▶ _Task details_: Find every line in the data that contains the word "Мікс". Return each of those lines.

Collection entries

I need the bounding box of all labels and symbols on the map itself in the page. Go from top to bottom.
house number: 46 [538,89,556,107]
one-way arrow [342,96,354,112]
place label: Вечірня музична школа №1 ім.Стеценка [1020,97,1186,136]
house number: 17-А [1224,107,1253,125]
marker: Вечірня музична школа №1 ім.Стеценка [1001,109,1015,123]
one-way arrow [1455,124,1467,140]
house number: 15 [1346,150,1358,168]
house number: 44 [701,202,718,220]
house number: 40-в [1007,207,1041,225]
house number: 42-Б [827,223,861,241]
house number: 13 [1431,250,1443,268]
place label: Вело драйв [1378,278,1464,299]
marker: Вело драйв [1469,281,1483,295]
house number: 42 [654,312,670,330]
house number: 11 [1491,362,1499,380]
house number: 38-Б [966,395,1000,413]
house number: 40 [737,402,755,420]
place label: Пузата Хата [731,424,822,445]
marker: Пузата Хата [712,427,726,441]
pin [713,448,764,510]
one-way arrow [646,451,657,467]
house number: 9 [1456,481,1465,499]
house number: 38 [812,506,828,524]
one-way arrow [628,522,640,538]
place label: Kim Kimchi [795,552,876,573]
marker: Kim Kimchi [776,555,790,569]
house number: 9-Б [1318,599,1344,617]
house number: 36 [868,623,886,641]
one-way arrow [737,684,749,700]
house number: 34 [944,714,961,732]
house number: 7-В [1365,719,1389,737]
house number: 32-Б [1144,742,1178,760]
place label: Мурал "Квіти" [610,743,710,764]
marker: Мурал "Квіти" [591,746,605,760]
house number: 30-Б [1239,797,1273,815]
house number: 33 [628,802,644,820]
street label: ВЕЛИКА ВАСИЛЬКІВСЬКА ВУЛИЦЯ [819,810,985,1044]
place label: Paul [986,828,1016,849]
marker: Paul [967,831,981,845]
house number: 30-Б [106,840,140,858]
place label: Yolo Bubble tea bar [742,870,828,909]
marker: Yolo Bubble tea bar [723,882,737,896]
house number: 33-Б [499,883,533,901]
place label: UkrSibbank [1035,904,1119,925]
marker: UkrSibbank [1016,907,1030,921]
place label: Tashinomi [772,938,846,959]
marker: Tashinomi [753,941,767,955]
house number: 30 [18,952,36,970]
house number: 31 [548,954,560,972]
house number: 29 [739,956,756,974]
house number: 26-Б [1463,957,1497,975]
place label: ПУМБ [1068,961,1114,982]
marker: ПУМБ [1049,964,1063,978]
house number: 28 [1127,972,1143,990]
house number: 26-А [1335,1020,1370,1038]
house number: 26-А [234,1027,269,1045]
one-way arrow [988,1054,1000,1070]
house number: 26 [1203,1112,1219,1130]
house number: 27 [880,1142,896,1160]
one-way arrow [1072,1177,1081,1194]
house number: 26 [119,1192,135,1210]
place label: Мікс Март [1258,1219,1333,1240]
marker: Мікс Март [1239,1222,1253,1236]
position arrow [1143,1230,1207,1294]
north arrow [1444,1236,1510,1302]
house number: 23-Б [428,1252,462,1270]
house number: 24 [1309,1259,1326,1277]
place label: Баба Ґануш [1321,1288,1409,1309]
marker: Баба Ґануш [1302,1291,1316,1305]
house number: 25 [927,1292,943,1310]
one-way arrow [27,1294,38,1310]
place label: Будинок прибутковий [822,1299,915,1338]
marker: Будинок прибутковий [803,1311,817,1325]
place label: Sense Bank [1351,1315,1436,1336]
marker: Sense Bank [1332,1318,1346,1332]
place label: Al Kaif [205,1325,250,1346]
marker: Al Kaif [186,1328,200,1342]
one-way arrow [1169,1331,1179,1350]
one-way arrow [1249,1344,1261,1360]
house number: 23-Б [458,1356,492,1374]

▶ _Exercise output_:
place label: Мікс Март [1258,1219,1333,1240]
marker: Мікс Март [1239,1222,1253,1236]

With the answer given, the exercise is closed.